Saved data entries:
◆ ◆ ◆ ◆ ◆ ◆ ◆

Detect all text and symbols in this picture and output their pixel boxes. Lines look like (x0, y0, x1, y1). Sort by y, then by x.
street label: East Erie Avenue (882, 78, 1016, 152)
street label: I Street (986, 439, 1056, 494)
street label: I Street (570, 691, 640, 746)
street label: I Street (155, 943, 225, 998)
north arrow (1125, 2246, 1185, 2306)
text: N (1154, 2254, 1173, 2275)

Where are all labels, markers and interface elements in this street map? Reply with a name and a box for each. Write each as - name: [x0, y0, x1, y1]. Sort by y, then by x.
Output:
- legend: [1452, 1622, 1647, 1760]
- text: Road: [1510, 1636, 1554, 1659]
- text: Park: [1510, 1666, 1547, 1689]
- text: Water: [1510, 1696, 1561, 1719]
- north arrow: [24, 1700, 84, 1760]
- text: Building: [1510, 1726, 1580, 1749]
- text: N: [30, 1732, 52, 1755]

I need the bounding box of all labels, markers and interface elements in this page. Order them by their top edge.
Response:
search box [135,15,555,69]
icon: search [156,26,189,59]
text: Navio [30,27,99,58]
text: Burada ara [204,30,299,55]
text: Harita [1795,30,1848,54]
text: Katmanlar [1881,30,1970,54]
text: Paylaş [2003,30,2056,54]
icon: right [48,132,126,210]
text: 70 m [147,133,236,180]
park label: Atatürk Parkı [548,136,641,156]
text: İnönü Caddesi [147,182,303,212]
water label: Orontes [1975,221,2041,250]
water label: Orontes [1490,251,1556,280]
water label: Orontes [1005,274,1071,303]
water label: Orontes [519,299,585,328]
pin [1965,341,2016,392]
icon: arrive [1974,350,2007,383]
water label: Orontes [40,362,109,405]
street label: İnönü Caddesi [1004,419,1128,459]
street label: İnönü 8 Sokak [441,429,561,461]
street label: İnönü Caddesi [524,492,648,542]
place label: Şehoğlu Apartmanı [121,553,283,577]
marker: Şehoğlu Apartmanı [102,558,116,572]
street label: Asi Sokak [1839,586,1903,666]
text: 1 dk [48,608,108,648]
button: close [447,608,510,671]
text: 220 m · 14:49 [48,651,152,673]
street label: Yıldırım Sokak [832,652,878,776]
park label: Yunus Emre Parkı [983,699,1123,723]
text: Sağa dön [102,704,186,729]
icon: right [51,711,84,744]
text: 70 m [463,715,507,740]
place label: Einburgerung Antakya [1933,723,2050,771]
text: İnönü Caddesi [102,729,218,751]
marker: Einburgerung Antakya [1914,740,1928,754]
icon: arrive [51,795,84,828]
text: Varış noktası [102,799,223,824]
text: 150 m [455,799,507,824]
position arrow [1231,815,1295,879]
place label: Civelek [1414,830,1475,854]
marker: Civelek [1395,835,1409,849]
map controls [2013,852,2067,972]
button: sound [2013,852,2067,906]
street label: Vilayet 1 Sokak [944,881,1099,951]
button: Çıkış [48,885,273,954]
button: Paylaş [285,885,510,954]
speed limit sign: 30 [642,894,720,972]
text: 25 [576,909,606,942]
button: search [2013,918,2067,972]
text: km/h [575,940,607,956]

◆ ◆ ◆ ◆ ◆ ◆ ◆

Return, word for word, every line from the top of the entries down to the line that holds "I need the bounding", both included.

## OUTPUT
Detect all text and symbols in this picture and output their pixel boxes. Lines look like (x0, y0, x1, y1). Sort by y, then by x.
street label: East Erie Avenue (882, 78, 1016, 152)
street label: I Street (986, 439, 1056, 494)
street label: I Street (570, 691, 640, 746)
street label: I Street (155, 943, 225, 998)
north arrow (1125, 2246, 1185, 2306)
text: N (1154, 2254, 1173, 2275)

Where are all labels, markers and interface elements in this street map? Reply with a name and a box for each. Write each as - name: [x0, y0, x1, y1]. Sort by y, then by x.
Output:
- legend: [1452, 1622, 1647, 1760]
- text: Road: [1510, 1636, 1554, 1659]
- text: Park: [1510, 1666, 1547, 1689]
- text: Water: [1510, 1696, 1561, 1719]
- north arrow: [24, 1700, 84, 1760]
- text: Building: [1510, 1726, 1580, 1749]
- text: N: [30, 1732, 52, 1755]

I need the bounding box of all labels, markers and interface elements in this page. Order them by their top edge.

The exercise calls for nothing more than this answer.